▸ TO DO
All lines from the one with "For a GIS import: Transcribe" to the end of the listing below are to be transcribed exactly; both end lines are included, and no other lines are.
Segment Open
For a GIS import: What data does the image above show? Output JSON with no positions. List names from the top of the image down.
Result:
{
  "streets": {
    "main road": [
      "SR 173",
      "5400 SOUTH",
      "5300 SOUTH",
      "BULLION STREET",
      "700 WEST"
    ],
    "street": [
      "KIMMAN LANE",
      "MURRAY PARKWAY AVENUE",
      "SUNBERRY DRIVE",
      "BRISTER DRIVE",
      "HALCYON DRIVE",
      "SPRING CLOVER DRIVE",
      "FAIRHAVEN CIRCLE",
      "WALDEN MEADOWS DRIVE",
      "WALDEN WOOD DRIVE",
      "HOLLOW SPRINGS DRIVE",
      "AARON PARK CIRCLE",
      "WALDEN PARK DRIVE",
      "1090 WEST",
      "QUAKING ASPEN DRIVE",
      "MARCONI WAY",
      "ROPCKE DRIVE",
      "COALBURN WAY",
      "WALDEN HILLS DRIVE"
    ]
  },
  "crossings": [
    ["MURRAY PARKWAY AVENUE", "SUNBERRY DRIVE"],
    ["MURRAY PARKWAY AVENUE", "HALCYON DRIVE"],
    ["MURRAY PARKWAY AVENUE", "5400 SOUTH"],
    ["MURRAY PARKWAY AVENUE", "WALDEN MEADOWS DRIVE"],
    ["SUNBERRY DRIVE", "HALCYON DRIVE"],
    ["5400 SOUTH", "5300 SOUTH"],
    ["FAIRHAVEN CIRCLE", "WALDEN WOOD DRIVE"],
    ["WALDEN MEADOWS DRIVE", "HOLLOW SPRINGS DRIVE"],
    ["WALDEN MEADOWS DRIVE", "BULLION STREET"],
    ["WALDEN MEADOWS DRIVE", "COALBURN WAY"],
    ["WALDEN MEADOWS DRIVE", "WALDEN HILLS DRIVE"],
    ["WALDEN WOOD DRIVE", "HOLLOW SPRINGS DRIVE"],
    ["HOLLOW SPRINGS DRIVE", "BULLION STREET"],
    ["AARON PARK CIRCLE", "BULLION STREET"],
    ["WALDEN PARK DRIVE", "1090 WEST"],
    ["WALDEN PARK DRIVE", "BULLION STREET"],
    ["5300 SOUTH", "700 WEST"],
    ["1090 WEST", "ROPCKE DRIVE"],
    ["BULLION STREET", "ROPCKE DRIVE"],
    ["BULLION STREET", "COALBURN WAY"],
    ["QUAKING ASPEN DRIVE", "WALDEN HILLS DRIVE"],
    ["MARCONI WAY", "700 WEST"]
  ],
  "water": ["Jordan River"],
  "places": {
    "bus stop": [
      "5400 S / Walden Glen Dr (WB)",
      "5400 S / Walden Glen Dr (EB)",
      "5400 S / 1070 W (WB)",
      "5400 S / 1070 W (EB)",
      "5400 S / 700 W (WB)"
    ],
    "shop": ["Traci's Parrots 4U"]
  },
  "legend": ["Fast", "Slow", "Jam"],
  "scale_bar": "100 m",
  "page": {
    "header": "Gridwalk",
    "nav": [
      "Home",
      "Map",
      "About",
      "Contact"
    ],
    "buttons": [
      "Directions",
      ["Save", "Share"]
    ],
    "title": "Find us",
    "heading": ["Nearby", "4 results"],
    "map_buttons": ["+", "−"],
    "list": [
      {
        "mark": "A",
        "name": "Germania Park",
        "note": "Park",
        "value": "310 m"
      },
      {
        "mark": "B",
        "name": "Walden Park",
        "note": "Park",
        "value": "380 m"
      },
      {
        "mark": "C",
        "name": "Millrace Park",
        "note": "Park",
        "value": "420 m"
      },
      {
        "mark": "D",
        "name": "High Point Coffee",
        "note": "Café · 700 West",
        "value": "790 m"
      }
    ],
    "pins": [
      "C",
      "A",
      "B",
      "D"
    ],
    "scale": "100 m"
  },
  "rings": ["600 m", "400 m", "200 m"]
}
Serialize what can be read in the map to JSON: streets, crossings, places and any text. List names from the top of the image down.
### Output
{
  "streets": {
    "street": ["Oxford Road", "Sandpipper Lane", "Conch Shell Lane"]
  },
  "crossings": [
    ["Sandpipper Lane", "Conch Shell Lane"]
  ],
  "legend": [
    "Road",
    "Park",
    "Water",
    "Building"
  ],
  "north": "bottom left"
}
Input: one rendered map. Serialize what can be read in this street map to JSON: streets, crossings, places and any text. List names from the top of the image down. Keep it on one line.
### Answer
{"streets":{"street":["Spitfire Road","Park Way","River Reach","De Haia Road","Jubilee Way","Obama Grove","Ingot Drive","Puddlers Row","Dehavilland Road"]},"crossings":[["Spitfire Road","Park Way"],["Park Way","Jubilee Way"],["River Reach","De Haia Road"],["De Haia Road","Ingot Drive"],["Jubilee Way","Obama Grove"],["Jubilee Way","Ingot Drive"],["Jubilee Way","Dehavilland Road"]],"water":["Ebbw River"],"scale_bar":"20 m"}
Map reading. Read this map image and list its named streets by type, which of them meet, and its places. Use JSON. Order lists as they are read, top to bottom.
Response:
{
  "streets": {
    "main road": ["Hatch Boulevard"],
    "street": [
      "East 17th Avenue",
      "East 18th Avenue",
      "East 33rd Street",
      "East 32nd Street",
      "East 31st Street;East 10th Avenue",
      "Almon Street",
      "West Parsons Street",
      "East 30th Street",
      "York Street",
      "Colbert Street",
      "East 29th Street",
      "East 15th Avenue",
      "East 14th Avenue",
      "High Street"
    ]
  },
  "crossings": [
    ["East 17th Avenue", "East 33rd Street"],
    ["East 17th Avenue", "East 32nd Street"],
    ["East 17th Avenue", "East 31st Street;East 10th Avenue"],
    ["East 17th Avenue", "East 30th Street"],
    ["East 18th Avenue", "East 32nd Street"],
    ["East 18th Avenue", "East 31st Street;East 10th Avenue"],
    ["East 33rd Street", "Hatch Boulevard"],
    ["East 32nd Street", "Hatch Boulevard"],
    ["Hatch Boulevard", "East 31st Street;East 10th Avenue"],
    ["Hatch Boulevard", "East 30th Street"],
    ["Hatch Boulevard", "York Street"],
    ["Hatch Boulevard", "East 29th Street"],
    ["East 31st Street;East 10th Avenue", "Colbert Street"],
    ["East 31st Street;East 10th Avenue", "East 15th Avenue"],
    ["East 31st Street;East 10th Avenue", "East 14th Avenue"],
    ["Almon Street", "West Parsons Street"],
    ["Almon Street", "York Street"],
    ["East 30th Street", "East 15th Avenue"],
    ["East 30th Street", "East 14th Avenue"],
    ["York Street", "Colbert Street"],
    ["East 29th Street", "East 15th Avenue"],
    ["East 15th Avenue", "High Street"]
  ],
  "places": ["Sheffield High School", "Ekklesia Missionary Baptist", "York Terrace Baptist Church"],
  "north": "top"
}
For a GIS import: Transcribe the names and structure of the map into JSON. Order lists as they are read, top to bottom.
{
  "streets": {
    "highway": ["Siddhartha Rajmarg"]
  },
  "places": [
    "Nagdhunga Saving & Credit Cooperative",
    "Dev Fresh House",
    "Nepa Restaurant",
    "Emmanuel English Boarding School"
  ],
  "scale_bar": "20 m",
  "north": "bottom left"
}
Segment Closed
▸ SOLUTION
For a GIS import: Transcribe the names and structure of the map into JSON. Order lists as they are read, top to bottom.
{
  "streets": {
    "highway": ["Siddhartha Rajmarg"]
  },
  "places": [
    "Nagdhunga Saving & Credit Cooperative",
    "Dev Fresh House",
    "Nepa Restaurant",
    "Emmanuel English Boarding School"
  ],
  "scale_bar": "20 m",
  "north": "bottom left"
}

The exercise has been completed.